Databricks exposes a REST API to manipulate Databricks resources. In order to invoke the API, the client has to directly invoke low-level HTTP methods - typically with curl
or Python requests
.
For more convenient command-line access, there is a Databricks CLI but it is still experimental (as of 2020-09-28).
This CLI is under active development and is released as an Experimental client. This means that interfaces are still subject to change.
The CLI is open-source at https://github.com/databricks/databricks-cli.
There are actually three different Python API wrappers available in the CLI code. Since the CLI is still "experimental", these wrappers are not publicly documented with typical stability guarantees. However, since the Databricks CLI is already a mature product, the likelihood that these wrappers will change is minimal.
All methods of the wrapper variants return a Python dict
response. The HTTP wrapper API requires you to construct a HTTP URI, whereas the other two have a higher-level Python method interface. It is not clear what the actual difference between the latter two is - they seem to be functionally equivalent.
Name | Example | Package |
---|---|---|
Low-level HTTP wrapper | 01_http_client.py | from databricks_cli.sdk.api_client import ApiClient |
Higher-level "API" | 02_api.py | from databricks_cli.clusters.api import ClusterApi, JobsApi |
Higher-level "Service" | 03_service.py | from databricks_cli.sdk.service import ClusterService,JobService |
See conda.yaml.
conda env create --file conda.yaml
conda activate databricks-api-sdk
python 01_http_client.py
from databricks_cli.sdk.api_client import ApiClient
import utils
class SdkClient():
def __init__(self, profile=None):
self.client = utils.get_api_client(profile)
def list_clusters(self):
return self.client.perform_query("GET", "/clusters/list")

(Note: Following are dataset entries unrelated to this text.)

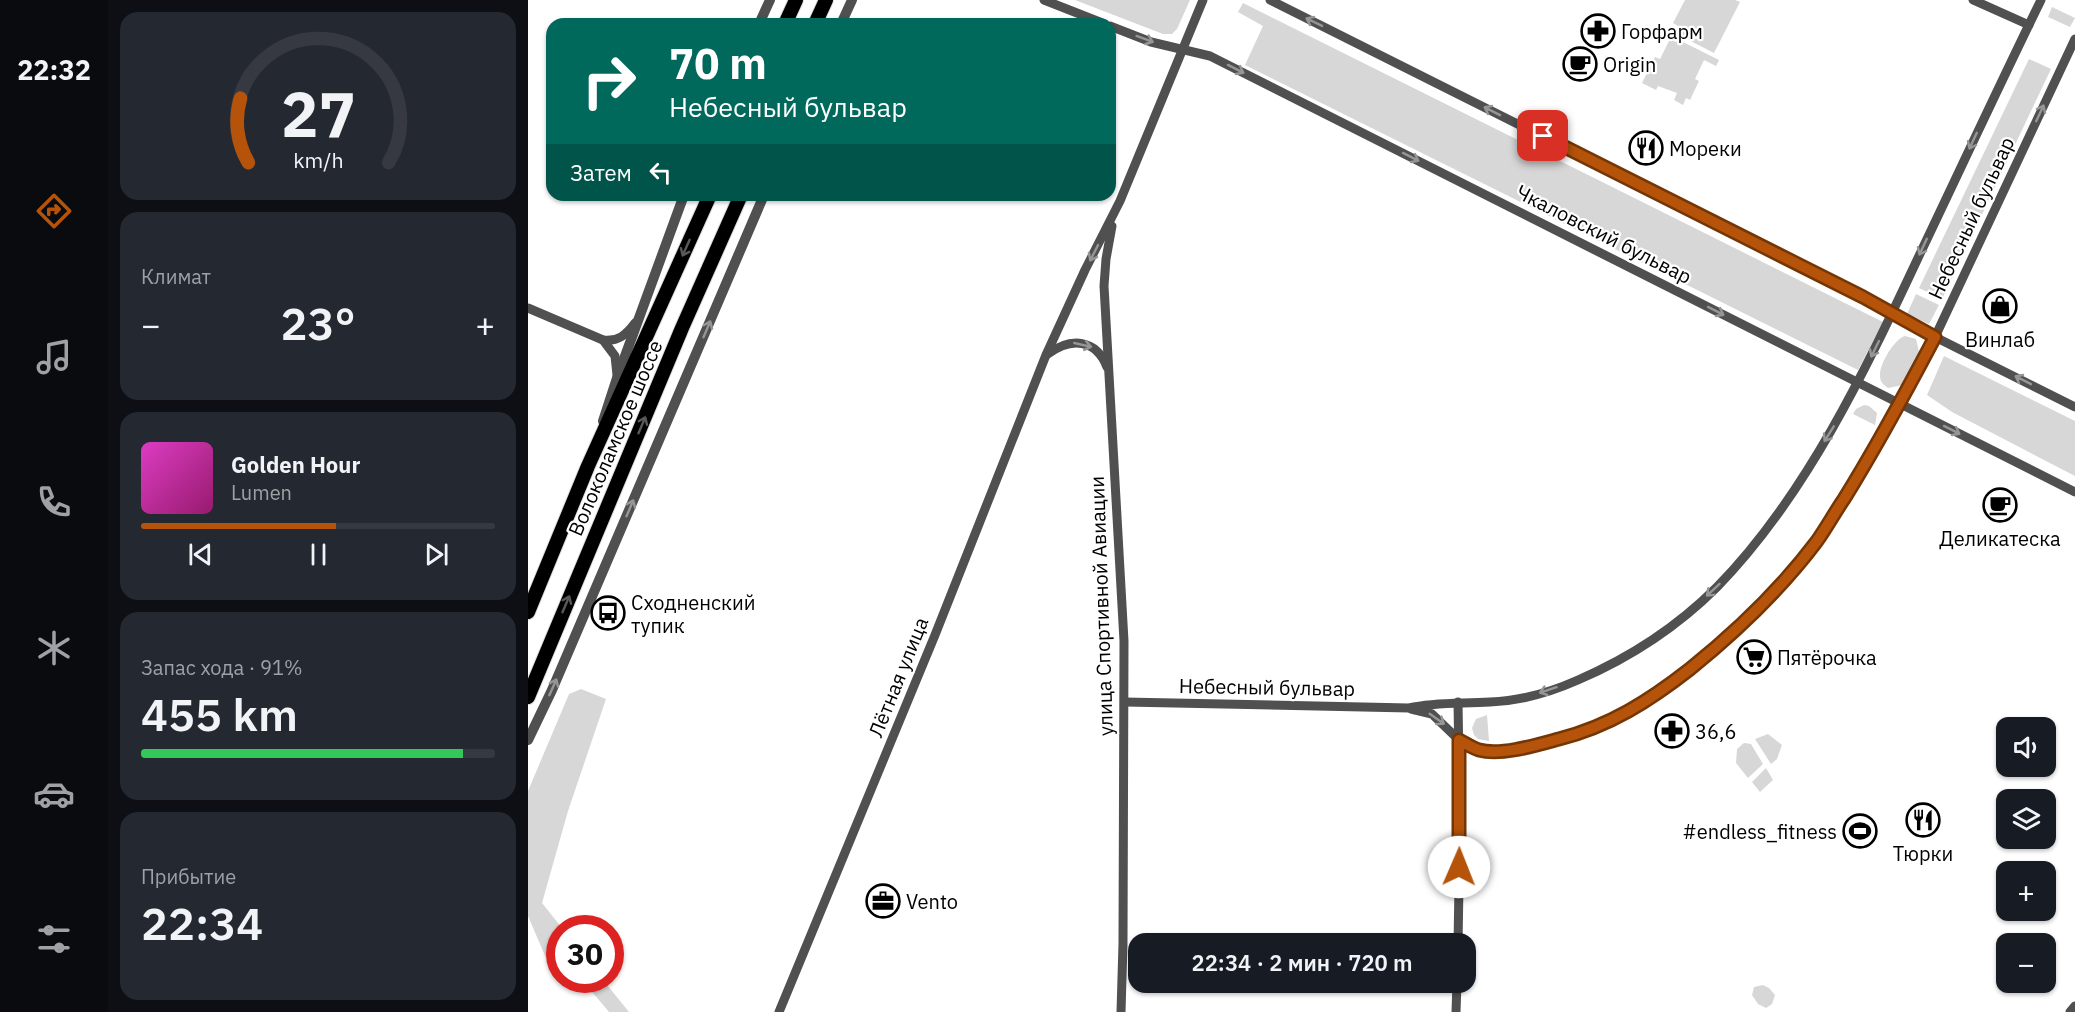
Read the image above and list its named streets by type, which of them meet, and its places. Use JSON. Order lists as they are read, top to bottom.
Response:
{
  "streets": {
    "main road": ["Волоколамское шоссе"],
    "street": [
      "Небесный бульвар",
      "Чкаловский бульвар",
      "улица Спортивной Авиации",
      "Лётная улица"
    ]
  },
  "crossings": [
    ["Небесный бульвар", "Чкаловский бульвар"],
    ["Небесный бульвар", "улица Спортивной Авиации"],
    ["Чкаловский бульвар", "Лётная улица"],
    ["улица Спортивной Авиации", "Лётная улица"]
  ],
  "places": {
    "pharmacy": ["Горфарм", "36,6"],
    "cafe": ["Origin", "Деликатеска"],
    "restaurant": ["Мореки", "Тюрки"],
    "shop": ["Винлаб"],
    "bus stop": ["Сходненский тупик"],
    "supermarket": ["Пятёрочка"],
    "sports": ["#endless_fitness"],
    "office": ["Vento"]
  },
  "page": {
    "tabs": "22:32",
    "turn": ["70 m", "Небесный бульвар"],
    "then": "Затем",
    "tile": [
      "Климат",
      ["Запас хода · 91%", "455 km"],
      ["Прибытие", "22:34"]
    ],
    "heat": ["−", "23°", "+"],
    "song": ["Golden Hour", "Lumen"],
    "map_buttons": ["+", "−"],
    "limit": "30",
    "trip": "22:34 · 2 мин · 720 m",
    "gauge": ["27", "km/h"]
  }
}
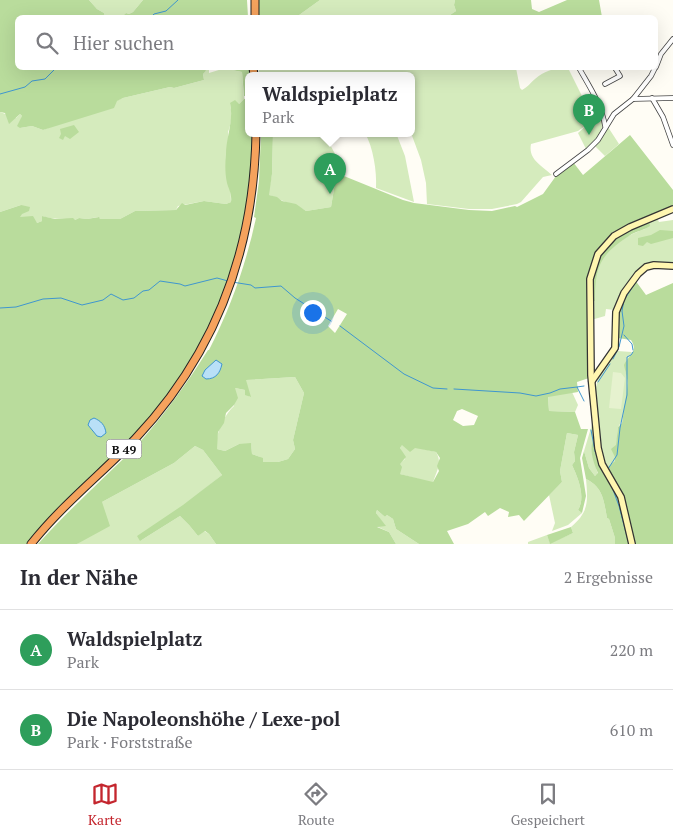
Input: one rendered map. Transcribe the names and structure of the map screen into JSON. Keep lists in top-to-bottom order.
{
  "streets": {
    "highway": ["B 49"]
  },
  "page": {
    "search": "Hier suchen",
    "popup": ["Waldspielplatz", "Park"],
    "pins": ["B", "A"],
    "heading": ["In der Nähe", "2 Ergebnisse"],
    "list": [
      {
        "mark": "A",
        "name": "Waldspielplatz",
        "note": "Park",
        "value": "220 m"
      },
      {
        "mark": "B",
        "name": "Die Napoleonshöhe / Lexe-pol",
        "note": "Park · Forststraße",
        "value": "610 m"
      }
    ],
    "nav": ["Karte", "Route", "Gespeichert"]
  }
}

def get_cluster(self, cluster_id):
return self.client.perform_query("GET", f"/clusters/get?cluster_id={cluster_id}")
def list_jobs(self):
return self.client.perform_query("GET", "/jobs/list")
python 02_api.py
from databricks_cli.clusters.api import ClusterApi
from databricks_cli.jobs.api import JobsApi
import utils
class SdkClient():
def __init__(self, profile=None):
client = utils.get_api_client(profile)
self.cluster_client = ClusterApi(client)
self.jobs_client = JobsApi(client)
def list_clusters(self):
return self.cluster_client.list_clusters()

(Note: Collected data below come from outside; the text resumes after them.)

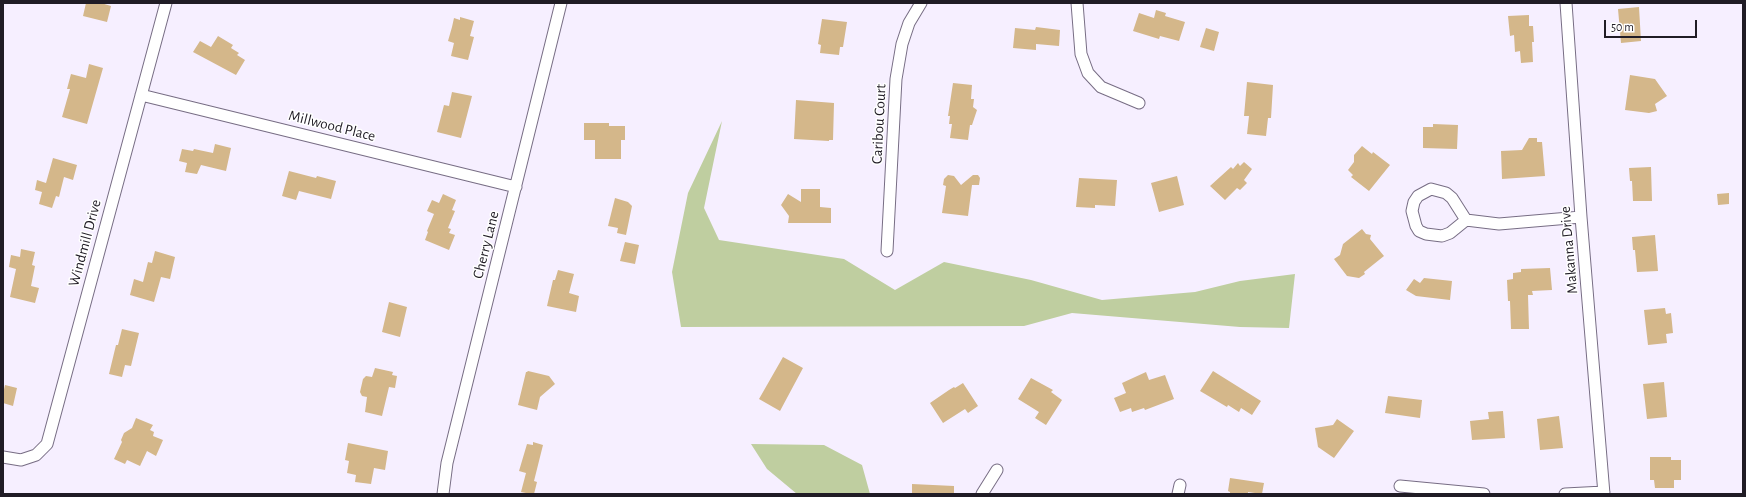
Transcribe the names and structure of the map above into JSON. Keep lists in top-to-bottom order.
{
  "streets": {
    "street": [
      "Caribou Court",
      "Millwood Place",
      "Windmill Drive",
      "Cherry Lane",
      "Makanna Drive"
    ]
  },
  "crossings": [
    ["Millwood Place", "Windmill Drive"],
    ["Millwood Place", "Cherry Lane"]
  ],
  "scale_bar": "50 m"
}
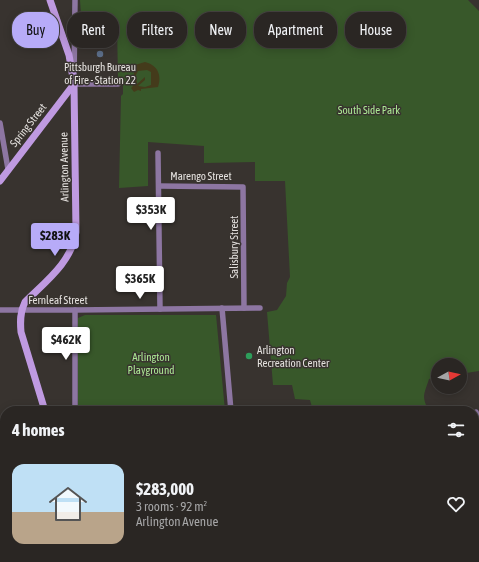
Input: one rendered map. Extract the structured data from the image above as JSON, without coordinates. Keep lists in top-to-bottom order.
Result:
{
  "streets": {
    "street": [
      "Spring Street",
      "Arlington Avenue",
      "Marengo Street",
      "Salisbury Street",
      "Fernleaf Street"
    ]
  },
  "crossings": [
    ["Spring Street", "Arlington Avenue"],
    ["Arlington Avenue", "Fernleaf Street"],
    ["Marengo Street", "Salisbury Street"],
    ["Salisbury Street", "Fernleaf Street"]
  ],
  "parks": ["South Side Park", "Arlington Playground"],
  "places": ["Pittsburgh Bureau of Fire - Station 22", "Arlington Recreation Center"],
  "north": "right",
  "page": {
    "chip": [
      "Buy",
      "Rent",
      "Filters",
      "New",
      "Apartment",
      "House"
    ],
    "price": [
      "$353K",
      "$283K",
      "$365K",
      "$462K"
    ],
    "heading": "4 homes",
    "list": [
      {
        "name": "$283,000",
        "note": "3 rooms · 92 m² · Arlington Avenue"
      }
    ]
  }
}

def get_cluster(self, cluster_id):
return self.cluster_client.get_cluster(cluster_id)
def list_jobs(self):
return self.jobs_client.list_jobs()
python 03_service.py
from databricks_cli.sdk import service
import utils
class SdkClient():
def __init__(self, profile=None):
client = utils.get_api_client(profile)
self.jobs_service = service.JobsService(client)
self.cluster_service = service.ClusterService(client)
def list_clusters(self):
return self.cluster_service.list_clusters()
def get_cluster(self, cluster_id):
return self.cluster_service.get_cluster(cluster_id)
def list_jobs(self):
return self.jobs_service.list_jobs()
115 Clusters:
0127-045215-pined152 rocinante
0928-230031-war144 MLops
0928-162442-probe136 mlflow-model-esg_report_fsi
0929-000753-vines147 mlflow-model-a-power-forecasting-model-tm
. . .
Cluster: 'rocinante'
{'autotermination_minutes': 180,
'aws_attributes': {'availability': 'SPOT_WITH_FALLBACK',
'ebs_volume_count': 0,
'first_on_demand': 1,
'spot_bid_price_percent': 100,
'zone_id': 'us-west-2c'},
'cluster_cores': 20.0,
'cluster_id': '0127-045215-pined152',
'cluster_memory_mb': 156160,
'cluster_name': 'rocinante',
. . .
======
950 Jobs:
30631
33263
33308
37615
. . .